Читаем Водоворот полностью

— Селом запахло,— глухо сказал Дорош, голос у него сорвался, и он наклонил голову, чтобы скрыть волнение.

— Давно из армии?

— Нет, недавно,— ответил Дорош, судорожно ворочая шеей, будто стараясь высвободиться из тесного воротника.

— Ты отчего шеей дергаешь? С детства или, может, от какой болезни?

— Контузило меня на финской,— нехотя ответил Дорош.

Остановился он у Оксена.

— Господи, да где ты его взял, такого худущего? — охала Олена.— Чем же его кормить? Может, горячим молоком с медом?

— Давай, что есть. Пускай все лопает.

— Любит он вареники с картошкой и со сметаной?

— А чего ты меня спрашиваешь? Что я с ним, по обедам ходил?

— Или, может, молочка парного? Оно для здоровья полезное. Только не знаю, будет ли пить.
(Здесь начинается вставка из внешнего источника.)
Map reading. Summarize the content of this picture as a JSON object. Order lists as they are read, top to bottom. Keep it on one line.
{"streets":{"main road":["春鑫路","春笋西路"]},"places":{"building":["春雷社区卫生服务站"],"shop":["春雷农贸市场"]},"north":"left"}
Есть такие, что брезгуют.

— А, тебя только начни слушать,— махнул рукой Оксен и пошел в хату.

Дорош, заложив руки в карманы, рассматривал фотографии на стене. В гимнастерке, подпоясанной командирским ремнем, в сапожках и узеньких галифе, он казался почти подростком. Оксену по-отцовски стало жаль его.
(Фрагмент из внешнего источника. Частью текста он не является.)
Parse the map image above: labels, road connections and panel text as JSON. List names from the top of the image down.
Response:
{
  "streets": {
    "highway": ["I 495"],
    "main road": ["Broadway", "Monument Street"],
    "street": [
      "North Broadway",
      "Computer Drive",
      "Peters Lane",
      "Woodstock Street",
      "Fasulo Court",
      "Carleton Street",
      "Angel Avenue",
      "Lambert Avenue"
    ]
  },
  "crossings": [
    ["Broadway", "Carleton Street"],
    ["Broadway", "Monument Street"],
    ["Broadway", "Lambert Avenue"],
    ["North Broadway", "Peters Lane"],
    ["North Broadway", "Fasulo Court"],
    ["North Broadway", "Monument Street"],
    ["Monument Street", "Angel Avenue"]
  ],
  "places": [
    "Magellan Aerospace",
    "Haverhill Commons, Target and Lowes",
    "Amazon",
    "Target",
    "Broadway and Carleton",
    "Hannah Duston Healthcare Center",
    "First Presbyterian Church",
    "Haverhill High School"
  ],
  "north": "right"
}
— Завтра скажу дояркам, чтобы давали тебе парного молока. Нужно тебя немного подправить.

— Были бы кости, а мясо нарастет,— засмеялся Дорош.
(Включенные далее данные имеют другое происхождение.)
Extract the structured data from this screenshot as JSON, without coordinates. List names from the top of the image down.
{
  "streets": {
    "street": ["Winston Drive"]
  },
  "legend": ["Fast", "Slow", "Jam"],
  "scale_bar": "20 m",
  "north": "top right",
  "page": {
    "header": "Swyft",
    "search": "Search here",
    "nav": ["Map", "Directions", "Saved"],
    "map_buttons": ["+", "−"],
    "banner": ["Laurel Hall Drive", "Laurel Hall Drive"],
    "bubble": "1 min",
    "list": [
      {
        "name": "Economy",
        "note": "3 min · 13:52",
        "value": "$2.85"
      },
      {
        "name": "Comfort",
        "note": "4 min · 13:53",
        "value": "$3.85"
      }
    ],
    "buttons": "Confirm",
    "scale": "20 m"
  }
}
Ужинал он неохотно, без аппетита. Олена стояла около гостя с кувшином пенящегося молока и робко приговаривала:

— Ешьте на здоровье. Может, вам еще подлить?

Дорош не допил молока из глиняной кружки, и она обиженно заметила:

— Что же вы так мало? Может, вам не нравится наше молоко?

— Что вы! Молоко хорошее. Просто я не привык пить его такими страшными порциями…

— Что же тут страшного? Оксен, слава богу, натощак целый кувшин выпивает — и ничего, а вы кружечки не одолели. Нет, вам, верно, наше молоко не нравится. А может, брезгуете? Так у нас все кипятком вымыто…

— Иди займись своим делом! Привязалась к человеку!..— сердито прикрикнул на жену Оксен.

Олена убрала со стола и пошла в другую комнату. Слышно было, как она укладывала детей, как девочка смеялась, не хотела ложиться и все допытывалась, не прячется ли под печью дед с бородой или разбойник с ножом. Олена уверяла ее, что ни деда, ни разбойника нет, а под печью, в тепле, спит кошка Мурка. Девочка, видно, сама решила проверить, правда ли это, и зашлепала босыми ножками по полу.

— Заснешь ты сегодня или нет, негодница! — прикрикнула на нее Олена. Раздался звонкий шлепок, и девочка заплакала.

— Заплачь — дам калач, зареви — дам три,— стал дразнить ее брат.

— Молчи, а то и тебе всыплю.

— А что я делаю?

— Вон в каких сапогах пришел… За ночь ссохнутся, как их завтра наденешь?

— Водой размочу…

— Голову свою глупую размочи в лужах, по которым целый день шлепал… Лезь на печь и спи, пока я тебя голенищами не отхлестала.

В комнате стало тихо. Слышно было только, как Олена шуршит хворостом, подкладывая его в печь, чтобы подсох к утру.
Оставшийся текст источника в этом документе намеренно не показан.